Geronimo the alpaca has been culled by UK Government vets carrying out a court-ordered destruction warrant.
The animal was rounded up on Tuesday morning as other alpacas watched on from a nearby field, before being loaded into a trailer, which then left the farm near Wickwar, South Gloucestershire.
Defra said Geronimo was euthanised by staff from the Animal and Plant Health Agency (APHA) in order to control the spread of bovine tuberculosis.
Geronimo had twice tested positive for bovine tuberculosis and a destruction warrant has been ordered for the animal, although owner Helen Macdonald believed the tests had returned false positives and thousands of members of the public backed her plea to halt his culling.
Downing Street has expressed sympathy for Helen Macdonald, with the Prime Minister’s official spokesman saying: “It’s obviously highly distressing for someone to lose animals to TB and that’s a situation that farmers sadly have to face.
“Our sympathies are with Ms Macdonald and any others that are affected by this terrible disease.”
Geronimo’s owner accused UK Government vets of “murdering a perfectly healthy animal”.
Helen Macdonald insists that bovine tuberculosis tests previously carried out on the alpaca returned false positives and has been campaigning for his destruction to be halted.
She is now calling for an independent witness to be present when a post-mortem examination is carried out on Geronimo, who came to the UK from New Zealand in 2017.

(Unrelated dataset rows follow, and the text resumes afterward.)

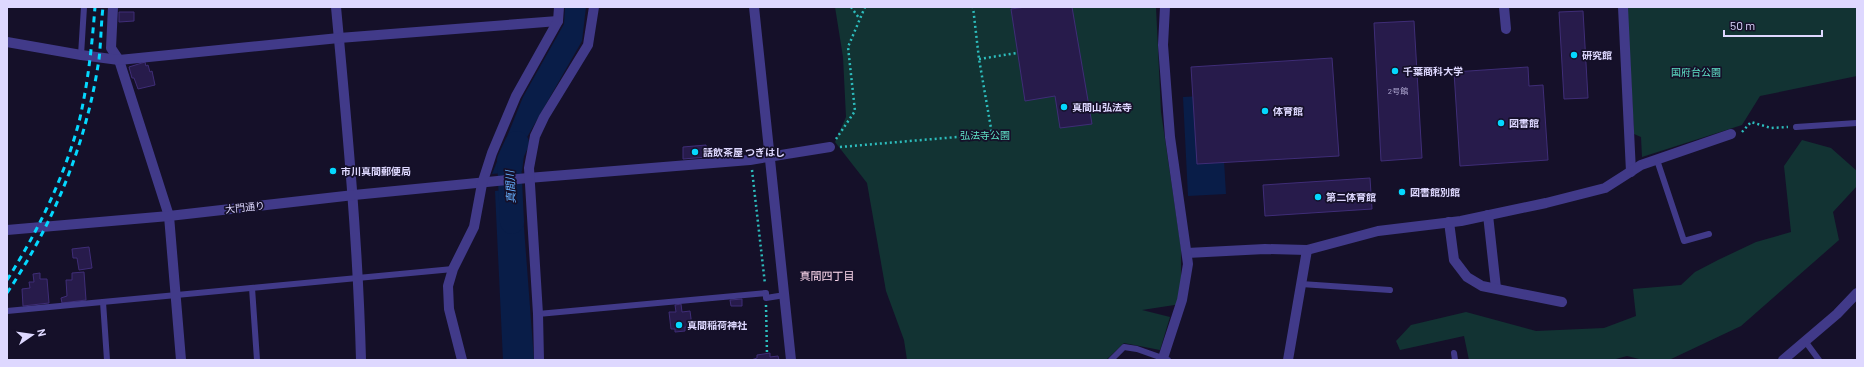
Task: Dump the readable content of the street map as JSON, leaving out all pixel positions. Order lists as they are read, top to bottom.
{
  "streets": {
    "street": ["大門通り"]
  },
  "districts": ["真間四丁目"],
  "water": ["真間川"],
  "parks": ["国府台公園", "弘法寺公園"],
  "places": [
    "研究館",
    "千葉商科大学",
    "真間山弘法寺",
    "体育館",
    "図書館",
    "話飲茶屋 つぎはし",
    "市川真間郵便局",
    "図書館別館",
    "第二体育館",
    "真間稲荷神社"
  ],
  "house_numbers": ["2号館"],
  "scale_bar": "50 m",
  "north": "right"
}
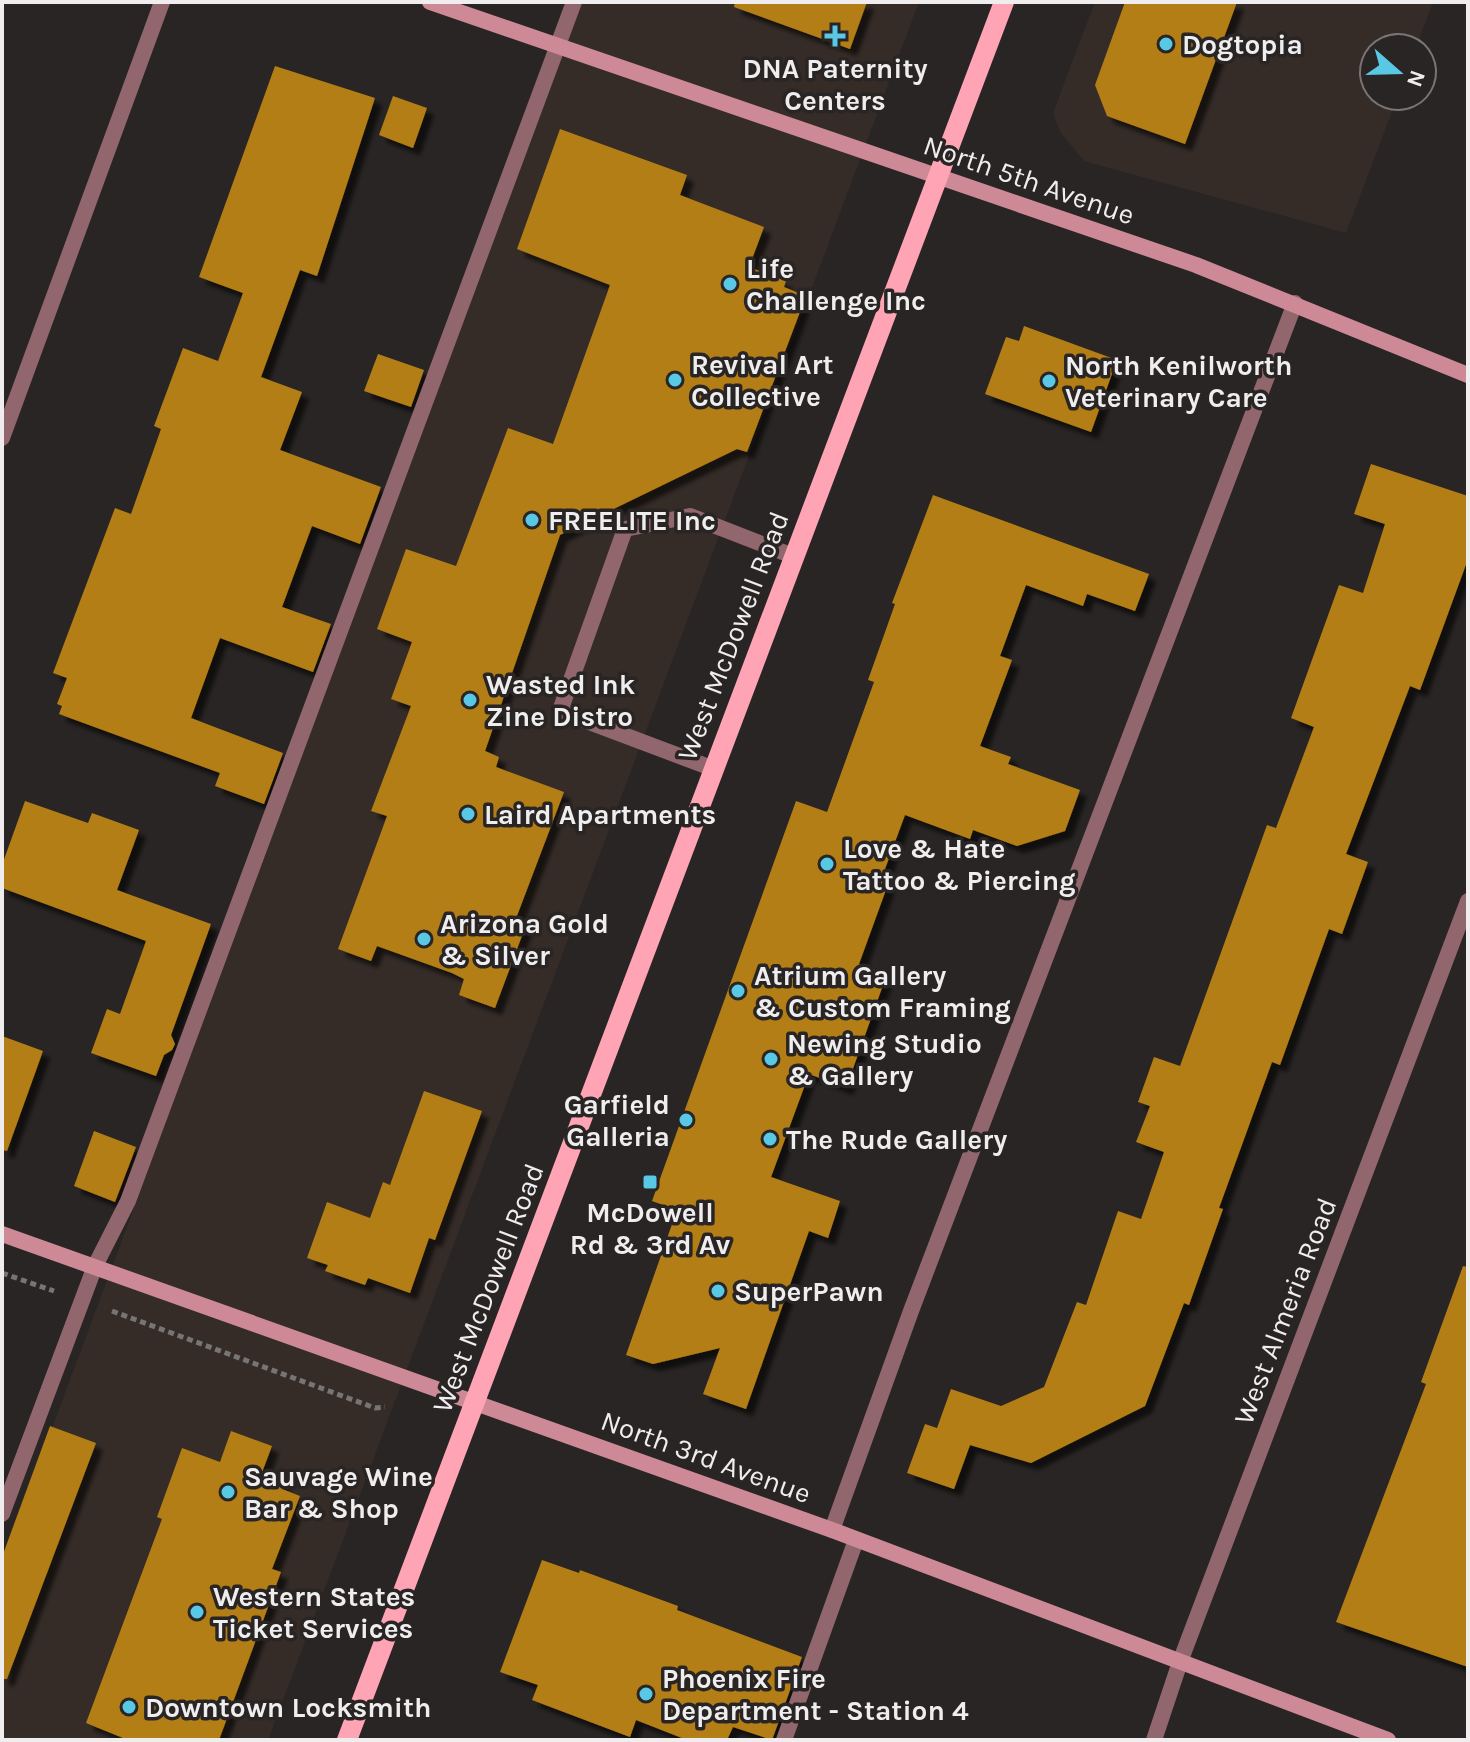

The veterinary nurse described herself as “shocked and disgusted” at how the Government had acted and called for environment secretary George Eustice to come to her farm and give an explanation.
“They have murdered a perfectly healthy animal from New Zealand,” Ms Macdonald said.
“I wasn’t even here, they just stormed the place. They took him from here alive, they shouldn’t have done that – it was cruel.
“My understanding was that they had the right to come and destroy Geronimo however they felt appropriate.
“They did not have the right to drag him into a horsebox and drive him away, on his own, without his companions. They rounded up the rest of them and stressed them all out, then they dragged and took him away.
“That’s not animal welfare, that’s animal cruelty.”
Ms Macdonald had called on Defra to allow Geronimo to be tested for a third time or let him live to aid research into the disease.
She has argued that the Enferplex test is fundamentally flawed and says Geronimo tested positive because he had repeatedly been primed with tuberculin – a purified protein derivative of bovine TB bacteria.
The veterinary nurse has received support from around the world – with more than 140,000 people signing a petition against Geronimo’s destruction.
Earlier this month, a High Court judge refused her lawyer’s application for a temporary injunction to stop the destruction order and reopen the case.
As well as alpacas, badgers have been a victim of the fight against bovine TB, with mass culling employed to stop the spread since 2013, sparking a huge public backlash.